Source material:
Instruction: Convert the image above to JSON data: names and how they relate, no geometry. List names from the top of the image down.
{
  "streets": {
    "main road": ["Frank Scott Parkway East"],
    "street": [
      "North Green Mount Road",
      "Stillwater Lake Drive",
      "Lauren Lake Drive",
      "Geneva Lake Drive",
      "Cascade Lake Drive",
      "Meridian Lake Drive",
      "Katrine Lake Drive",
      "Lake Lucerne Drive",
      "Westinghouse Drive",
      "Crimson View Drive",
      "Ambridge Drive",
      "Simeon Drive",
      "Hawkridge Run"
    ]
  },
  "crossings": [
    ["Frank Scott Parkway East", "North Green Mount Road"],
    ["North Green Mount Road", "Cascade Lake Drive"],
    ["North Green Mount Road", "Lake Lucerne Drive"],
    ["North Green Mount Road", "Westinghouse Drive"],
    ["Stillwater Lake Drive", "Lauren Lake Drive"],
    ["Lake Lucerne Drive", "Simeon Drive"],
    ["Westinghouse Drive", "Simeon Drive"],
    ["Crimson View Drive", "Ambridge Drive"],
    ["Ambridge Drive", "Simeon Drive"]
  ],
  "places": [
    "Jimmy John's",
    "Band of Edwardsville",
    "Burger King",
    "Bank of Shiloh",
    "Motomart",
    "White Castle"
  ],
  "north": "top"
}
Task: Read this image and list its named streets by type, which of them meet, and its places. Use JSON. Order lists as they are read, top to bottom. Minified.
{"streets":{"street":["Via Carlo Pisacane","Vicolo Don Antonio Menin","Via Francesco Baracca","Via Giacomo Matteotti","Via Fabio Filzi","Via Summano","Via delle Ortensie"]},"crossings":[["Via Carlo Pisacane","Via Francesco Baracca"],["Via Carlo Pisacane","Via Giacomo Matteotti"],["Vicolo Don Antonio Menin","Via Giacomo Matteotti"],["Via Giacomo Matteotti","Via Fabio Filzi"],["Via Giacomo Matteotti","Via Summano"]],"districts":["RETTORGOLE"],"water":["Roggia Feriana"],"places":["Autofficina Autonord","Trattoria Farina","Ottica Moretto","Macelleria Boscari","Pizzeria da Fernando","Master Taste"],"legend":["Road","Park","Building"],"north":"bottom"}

Task statement:
Extract all lines from the data in which "Parkway" is found.

Solution:
    "main road": ["Frank Scott Parkway East"],
    ["Frank Scott Parkway East", "North Green Mount Road"],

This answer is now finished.